You’re standing in front of the grand solution to the ‘corpse crisis’. This is the First Class entrance for mourners accessing the London Necropolis Railway.
This railway company was created exclusively to transport corpses (and grieving loved ones) out to a cemetery in Surrey large enough to give a decent burial to all of London’s dead, without ever running out of space. More than 200,000 bodies began their journey to the ‘largest and most beautiful’ cemetery in Great Britain from this very spot.
Walk down Westminster Bridge Road towards Lambeth North underground station, turn right and right again into Hercules Road. Turn first right into a small dead-end lane called Newnham Terrace. Walk to the very end of the lane and look up.
2 Newnham Terrace
Down this unassuming dead-end street is an overlooked part of London’s history…
Amongst the signage of modern businesses, look out for the large, white-painted, cast-iron pillars. They are supporting a level above your head. This upper level was the platform from which coffins and mourners were loaded on to the Necropolis Railway trains. The street level, where you’re standing, was once home to waiting rooms for grieving families and railway storage yards.
The first funeral train ran on 13th November 1854, and continued to run for nearly 90 years until the station was bombed on 17th April 1941 during World War Two.

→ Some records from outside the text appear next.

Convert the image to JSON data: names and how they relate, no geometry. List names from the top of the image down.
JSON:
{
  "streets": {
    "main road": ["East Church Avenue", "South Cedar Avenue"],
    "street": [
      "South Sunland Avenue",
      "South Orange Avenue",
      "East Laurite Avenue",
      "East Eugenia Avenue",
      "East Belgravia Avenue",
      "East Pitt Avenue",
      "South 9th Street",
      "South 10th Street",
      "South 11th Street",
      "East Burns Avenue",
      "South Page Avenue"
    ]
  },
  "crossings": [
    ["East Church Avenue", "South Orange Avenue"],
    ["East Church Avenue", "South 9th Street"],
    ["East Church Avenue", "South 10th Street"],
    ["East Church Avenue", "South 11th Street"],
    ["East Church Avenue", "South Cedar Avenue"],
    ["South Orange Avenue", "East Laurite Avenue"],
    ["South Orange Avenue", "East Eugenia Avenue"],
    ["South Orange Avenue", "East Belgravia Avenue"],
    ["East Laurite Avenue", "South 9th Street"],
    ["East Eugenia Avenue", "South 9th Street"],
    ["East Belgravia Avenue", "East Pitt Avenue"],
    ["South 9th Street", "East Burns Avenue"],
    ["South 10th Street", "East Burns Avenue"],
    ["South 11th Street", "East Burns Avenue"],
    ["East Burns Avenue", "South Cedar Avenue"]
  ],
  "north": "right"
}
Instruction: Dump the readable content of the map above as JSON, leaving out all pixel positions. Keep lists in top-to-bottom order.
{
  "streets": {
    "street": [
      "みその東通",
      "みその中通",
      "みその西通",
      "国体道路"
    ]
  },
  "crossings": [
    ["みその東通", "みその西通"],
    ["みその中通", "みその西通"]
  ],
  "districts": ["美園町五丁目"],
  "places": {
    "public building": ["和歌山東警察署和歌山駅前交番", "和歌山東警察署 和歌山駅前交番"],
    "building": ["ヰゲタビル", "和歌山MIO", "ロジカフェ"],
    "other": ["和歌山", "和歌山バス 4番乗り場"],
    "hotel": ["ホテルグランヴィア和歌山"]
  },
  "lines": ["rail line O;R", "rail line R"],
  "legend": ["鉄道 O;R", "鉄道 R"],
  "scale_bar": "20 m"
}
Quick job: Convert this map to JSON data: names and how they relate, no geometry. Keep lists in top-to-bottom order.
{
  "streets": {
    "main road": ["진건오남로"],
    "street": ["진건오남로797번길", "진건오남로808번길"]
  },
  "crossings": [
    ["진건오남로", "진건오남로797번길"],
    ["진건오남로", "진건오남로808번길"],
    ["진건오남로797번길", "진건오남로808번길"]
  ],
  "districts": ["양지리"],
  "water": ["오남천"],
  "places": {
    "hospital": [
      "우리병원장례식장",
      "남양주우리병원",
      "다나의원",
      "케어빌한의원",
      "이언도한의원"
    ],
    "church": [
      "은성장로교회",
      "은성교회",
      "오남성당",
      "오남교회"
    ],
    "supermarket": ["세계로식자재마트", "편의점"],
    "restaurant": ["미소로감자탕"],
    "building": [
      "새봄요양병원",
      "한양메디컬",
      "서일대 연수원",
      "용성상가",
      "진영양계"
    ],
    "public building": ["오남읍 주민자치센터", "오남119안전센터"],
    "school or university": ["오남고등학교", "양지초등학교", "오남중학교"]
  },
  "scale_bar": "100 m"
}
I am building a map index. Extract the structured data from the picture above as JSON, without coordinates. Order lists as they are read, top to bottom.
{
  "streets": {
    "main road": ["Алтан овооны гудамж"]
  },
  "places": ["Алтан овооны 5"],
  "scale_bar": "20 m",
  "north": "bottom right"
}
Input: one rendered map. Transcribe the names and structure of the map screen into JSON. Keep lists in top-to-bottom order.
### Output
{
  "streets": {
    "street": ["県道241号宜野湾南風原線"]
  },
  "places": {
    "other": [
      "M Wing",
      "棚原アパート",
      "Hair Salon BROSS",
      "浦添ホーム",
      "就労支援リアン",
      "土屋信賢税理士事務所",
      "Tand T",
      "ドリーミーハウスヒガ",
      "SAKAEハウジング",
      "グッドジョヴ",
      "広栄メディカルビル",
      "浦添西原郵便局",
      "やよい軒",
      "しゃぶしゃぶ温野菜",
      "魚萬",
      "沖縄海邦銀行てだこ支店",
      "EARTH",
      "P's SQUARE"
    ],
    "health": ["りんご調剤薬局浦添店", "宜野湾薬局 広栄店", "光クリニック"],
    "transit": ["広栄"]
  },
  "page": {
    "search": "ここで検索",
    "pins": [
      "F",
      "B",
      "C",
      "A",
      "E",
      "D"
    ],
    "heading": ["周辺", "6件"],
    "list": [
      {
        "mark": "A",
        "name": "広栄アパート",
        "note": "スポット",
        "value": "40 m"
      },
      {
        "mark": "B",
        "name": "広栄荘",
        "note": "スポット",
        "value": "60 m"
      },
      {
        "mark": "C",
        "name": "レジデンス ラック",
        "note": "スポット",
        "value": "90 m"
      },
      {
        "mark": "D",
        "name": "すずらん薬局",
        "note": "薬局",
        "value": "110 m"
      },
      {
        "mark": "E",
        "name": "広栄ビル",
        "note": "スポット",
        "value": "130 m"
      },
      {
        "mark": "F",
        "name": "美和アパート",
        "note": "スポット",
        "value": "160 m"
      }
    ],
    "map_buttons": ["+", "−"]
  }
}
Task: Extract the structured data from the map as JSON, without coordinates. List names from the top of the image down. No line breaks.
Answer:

After the war, the Necropolis Railway was never repaired, leaving this section stranded above the street, mostly forgotten.
Although the Necropolis Railway had its own station entrance (at 121 Westminster Bridge Road), the funeral trains would then join the regular London-Woking mainline at a junction just outside Waterloo station. That’s where our journey continues.
Walk back up Westminster Bridge Road, cross the road at the pedestrian crossing just before the bridge. Head on to Lower Marsh in front of you, and take the first left up Leake Street. At the top of the ramp turn right on to Station Approach and head into Waterloo station. Buy a ticket to Brookwood. The trains are frequent and the journey takes around 40 minutes.
3 On the train
Today’s modern commuter trains run along the same line as the Necropolis trains did. Imagine what it might have been like for the groups of mourners who escorted their loved ones on their final journey. Brookwood is more than 25 miles (40km) from central London, and for the poorer people living in the large, sprawling, dirty metropolis of the 1800s, this may have been one of the few times they were able to head into the countryside.
Some people opposed the Necropolis railway scheme. They thought that the noise and speed of the railway was incompatible with a solemn funeral occasion and that it would be upsetting for upper-class mourners to share a train with paupers and less respectable folk heading out to bury their dead. There was also concern that piles of bodies loaded on trains might cause additional public health risks.
Advocates of the scheme thought that the railway journey might help mourners come to terms with the death of a loved one, and that they’d find solace in the green landscapes they passed through en route. Careful management of the trains would mean that different ‘types’ of people – both living and dead – would be kept appropriately separate. Victorian Britain was a very hierarchical society.
Get off the train at Brookwood, and take the exit that leads directly into the cemetery.
4 Cemetery branch line
On the right of the footpath just outside the station building, see if you can spot a short stretch of railway track behind a mesh fence.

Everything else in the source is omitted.